While in Philadelphia, Ogle explained her research to numerous scientists who attended the poster presentation. One professor from the Midwest sought her out specifically after reading the conference abstracts.
“He was excited to find out what I had done,” Ogle said. “I think he wanted to replicate it in his own laboratory.”
Swann and Ogle are now working on a manuscript to submit to Bios, a scholarly publication for undergraduate research in biology. The associate professor expects Ogle’s procedure to be further tested and refined by future students, eventually resulting in a formula that will determine cell population density from the microplate reader data. Swann expects to use Ogle’s procedure in future cell biology courses.

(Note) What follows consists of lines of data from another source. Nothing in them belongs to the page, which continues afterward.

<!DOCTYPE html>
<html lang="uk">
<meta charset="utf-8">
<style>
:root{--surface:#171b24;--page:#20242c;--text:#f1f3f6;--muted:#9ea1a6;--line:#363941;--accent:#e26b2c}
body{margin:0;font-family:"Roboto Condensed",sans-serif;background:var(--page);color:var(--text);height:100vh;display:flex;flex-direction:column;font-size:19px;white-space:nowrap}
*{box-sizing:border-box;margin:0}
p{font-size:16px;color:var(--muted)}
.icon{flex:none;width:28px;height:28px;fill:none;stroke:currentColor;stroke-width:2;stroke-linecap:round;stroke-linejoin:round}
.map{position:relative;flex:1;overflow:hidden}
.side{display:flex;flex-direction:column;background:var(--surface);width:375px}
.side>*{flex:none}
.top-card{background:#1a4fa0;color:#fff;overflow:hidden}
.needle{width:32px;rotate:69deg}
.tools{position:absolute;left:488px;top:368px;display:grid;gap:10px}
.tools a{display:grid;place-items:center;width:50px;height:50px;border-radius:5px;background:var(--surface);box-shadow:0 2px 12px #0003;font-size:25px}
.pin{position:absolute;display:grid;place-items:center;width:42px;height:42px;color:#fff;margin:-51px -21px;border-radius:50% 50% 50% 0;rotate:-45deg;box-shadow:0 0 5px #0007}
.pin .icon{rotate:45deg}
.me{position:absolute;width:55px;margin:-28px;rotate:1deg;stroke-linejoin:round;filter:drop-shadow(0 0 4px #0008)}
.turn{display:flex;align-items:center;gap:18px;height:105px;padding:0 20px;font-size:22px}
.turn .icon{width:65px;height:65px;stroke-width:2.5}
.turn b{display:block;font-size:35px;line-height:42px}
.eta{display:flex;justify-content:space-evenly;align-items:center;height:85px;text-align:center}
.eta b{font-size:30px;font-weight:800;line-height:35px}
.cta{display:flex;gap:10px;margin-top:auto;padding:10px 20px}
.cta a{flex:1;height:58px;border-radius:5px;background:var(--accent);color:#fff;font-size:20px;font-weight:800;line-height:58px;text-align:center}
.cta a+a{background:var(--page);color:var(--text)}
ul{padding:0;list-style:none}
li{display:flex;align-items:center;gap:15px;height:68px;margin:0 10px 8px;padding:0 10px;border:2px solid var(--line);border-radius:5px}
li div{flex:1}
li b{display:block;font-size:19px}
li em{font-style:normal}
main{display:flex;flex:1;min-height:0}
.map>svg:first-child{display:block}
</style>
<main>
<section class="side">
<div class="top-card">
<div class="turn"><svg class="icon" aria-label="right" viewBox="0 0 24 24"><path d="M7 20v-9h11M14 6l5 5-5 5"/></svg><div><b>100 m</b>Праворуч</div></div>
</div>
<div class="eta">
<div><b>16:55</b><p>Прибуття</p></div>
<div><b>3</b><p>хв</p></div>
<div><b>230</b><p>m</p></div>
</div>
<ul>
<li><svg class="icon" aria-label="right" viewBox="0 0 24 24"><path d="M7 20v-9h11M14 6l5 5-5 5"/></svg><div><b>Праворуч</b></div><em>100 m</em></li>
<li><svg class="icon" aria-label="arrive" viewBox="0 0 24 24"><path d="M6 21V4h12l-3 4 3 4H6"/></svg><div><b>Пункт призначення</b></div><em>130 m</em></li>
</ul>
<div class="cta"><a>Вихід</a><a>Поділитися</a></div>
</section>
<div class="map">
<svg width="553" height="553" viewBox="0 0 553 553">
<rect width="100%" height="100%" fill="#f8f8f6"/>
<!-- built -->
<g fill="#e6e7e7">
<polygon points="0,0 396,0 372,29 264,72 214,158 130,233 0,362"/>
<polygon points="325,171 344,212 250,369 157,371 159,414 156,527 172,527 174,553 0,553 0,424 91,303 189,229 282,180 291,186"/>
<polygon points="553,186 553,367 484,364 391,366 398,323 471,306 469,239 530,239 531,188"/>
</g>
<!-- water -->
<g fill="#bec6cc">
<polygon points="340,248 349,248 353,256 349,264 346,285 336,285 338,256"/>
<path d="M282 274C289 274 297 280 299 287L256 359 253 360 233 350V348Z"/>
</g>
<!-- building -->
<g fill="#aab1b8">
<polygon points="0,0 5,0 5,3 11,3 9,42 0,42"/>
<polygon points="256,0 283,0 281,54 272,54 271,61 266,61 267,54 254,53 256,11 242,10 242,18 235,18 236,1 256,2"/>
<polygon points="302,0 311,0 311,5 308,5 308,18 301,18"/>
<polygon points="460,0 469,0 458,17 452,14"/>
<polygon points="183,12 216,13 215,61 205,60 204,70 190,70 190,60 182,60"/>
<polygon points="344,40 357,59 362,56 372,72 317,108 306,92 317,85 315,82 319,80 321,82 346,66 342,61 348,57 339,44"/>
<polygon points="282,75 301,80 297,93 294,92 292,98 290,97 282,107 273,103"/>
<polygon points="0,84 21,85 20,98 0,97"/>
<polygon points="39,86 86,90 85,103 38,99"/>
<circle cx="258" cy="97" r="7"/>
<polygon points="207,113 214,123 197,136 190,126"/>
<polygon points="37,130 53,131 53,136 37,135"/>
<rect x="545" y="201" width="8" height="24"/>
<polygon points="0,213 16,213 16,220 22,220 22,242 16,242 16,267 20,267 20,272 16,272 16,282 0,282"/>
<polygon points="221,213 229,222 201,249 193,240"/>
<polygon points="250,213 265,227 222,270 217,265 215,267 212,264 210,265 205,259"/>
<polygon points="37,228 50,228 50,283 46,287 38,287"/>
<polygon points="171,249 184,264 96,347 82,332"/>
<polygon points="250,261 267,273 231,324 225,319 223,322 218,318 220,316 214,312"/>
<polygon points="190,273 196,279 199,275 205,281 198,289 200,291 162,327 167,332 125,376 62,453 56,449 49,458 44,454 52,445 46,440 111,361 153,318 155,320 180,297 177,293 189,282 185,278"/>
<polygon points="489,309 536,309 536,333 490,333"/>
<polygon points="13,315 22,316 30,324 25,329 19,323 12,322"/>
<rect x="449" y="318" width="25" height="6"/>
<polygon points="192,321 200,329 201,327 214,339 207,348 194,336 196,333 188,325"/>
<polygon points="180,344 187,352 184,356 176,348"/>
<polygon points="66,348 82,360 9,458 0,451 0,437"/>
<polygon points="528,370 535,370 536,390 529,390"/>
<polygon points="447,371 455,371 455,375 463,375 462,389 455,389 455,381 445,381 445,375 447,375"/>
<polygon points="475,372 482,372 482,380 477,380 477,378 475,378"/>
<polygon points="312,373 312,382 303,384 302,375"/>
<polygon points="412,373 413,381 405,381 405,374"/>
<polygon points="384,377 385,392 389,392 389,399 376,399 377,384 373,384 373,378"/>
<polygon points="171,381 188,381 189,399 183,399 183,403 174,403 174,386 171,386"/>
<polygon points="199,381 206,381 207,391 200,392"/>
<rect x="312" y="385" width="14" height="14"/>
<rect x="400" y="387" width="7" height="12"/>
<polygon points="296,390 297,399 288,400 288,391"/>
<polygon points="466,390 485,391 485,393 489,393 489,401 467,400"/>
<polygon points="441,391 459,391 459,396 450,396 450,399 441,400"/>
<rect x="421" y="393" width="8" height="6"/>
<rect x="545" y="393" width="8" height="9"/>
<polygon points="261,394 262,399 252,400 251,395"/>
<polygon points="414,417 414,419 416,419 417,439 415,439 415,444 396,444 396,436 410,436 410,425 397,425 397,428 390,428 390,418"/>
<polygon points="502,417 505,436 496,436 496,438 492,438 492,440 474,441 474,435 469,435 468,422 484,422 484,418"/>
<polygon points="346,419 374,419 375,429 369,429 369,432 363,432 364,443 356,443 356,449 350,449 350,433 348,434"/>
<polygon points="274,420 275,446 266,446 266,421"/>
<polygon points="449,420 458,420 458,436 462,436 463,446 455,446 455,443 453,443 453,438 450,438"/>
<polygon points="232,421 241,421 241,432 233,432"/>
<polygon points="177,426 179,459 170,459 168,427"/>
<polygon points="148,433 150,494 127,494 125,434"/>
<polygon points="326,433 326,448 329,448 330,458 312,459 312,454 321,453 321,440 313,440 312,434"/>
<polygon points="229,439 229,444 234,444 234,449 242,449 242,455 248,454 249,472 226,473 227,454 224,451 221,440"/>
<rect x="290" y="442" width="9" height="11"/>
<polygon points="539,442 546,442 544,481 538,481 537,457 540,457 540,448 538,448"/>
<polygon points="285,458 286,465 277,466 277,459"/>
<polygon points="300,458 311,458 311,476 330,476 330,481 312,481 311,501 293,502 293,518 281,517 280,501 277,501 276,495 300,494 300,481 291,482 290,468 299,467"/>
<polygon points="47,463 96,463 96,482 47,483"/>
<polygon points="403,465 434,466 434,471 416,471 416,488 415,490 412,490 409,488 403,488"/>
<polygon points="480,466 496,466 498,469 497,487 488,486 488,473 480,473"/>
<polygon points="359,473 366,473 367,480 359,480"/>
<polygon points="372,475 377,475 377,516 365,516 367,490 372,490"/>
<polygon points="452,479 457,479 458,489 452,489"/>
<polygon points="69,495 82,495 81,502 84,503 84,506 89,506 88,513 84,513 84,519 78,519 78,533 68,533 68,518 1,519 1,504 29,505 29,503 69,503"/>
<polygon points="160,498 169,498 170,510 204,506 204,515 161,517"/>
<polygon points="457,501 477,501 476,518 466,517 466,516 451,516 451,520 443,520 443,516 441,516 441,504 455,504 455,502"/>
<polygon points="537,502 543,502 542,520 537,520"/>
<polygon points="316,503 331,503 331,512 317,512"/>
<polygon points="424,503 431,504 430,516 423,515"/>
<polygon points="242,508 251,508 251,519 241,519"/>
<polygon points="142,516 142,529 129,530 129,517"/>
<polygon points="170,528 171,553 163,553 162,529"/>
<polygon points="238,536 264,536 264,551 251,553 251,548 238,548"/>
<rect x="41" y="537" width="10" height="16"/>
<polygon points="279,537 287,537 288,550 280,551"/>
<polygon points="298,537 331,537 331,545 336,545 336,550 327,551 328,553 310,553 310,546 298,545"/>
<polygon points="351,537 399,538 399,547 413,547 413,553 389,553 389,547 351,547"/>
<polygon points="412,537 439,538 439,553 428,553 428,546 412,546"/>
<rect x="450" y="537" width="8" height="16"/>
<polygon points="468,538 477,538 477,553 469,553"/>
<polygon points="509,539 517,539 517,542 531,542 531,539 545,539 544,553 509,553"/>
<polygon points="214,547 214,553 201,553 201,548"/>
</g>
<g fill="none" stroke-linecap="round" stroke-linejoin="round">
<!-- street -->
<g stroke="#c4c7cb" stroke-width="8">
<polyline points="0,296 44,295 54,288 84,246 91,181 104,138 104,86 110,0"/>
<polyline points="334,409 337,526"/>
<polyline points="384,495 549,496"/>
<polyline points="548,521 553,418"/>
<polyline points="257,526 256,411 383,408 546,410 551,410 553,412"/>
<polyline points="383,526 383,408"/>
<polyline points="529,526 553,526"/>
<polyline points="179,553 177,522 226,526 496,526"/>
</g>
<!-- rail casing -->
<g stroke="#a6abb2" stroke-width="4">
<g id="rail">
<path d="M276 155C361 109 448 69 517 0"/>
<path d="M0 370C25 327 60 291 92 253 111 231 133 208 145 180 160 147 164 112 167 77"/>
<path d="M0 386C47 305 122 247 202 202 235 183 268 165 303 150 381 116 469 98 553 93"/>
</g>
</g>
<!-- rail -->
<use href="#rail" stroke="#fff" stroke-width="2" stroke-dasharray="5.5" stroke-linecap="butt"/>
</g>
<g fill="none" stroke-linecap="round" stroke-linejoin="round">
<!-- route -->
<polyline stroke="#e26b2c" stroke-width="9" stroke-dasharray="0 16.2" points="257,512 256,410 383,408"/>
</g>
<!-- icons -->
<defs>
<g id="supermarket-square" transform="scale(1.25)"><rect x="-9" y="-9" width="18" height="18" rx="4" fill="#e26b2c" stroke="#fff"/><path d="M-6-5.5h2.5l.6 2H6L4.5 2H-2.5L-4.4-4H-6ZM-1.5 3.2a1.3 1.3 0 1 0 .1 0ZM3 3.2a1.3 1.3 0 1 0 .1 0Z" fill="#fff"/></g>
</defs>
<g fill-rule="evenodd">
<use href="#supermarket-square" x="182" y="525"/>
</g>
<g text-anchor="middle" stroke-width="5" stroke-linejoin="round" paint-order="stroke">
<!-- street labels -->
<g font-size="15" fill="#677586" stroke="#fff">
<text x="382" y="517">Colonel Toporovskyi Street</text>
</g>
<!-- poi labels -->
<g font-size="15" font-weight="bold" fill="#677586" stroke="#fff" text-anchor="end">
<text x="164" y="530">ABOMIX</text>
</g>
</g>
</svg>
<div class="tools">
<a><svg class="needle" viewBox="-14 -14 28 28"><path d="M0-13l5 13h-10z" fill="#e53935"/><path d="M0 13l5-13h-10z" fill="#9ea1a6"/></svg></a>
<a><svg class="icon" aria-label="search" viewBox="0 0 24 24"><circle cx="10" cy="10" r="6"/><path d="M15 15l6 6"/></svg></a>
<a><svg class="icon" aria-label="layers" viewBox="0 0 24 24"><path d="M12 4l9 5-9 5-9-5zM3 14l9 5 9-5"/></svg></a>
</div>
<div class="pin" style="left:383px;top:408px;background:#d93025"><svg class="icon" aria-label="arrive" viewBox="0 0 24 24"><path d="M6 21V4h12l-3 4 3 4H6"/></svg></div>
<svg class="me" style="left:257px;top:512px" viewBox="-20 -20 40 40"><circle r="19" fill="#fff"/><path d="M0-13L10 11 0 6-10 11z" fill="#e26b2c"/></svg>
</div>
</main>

Ogle said she isn’t sure if she has a future with Tetrahymena pyriformis, but after completing the study, she is more open to a career in the laboratory. (“I think the hands-on experience of the lab is really fun,” she said.) After a year, she plans to attend medical school and possibly earn an M.D./Ph.D. degree.
According to Swann, having presented at the ASCB main poster session and possibly being published in Bios, Ogle will be an impressive medical school candidate.
“Her Senior Study was exceptional for its process – and its product,” she said.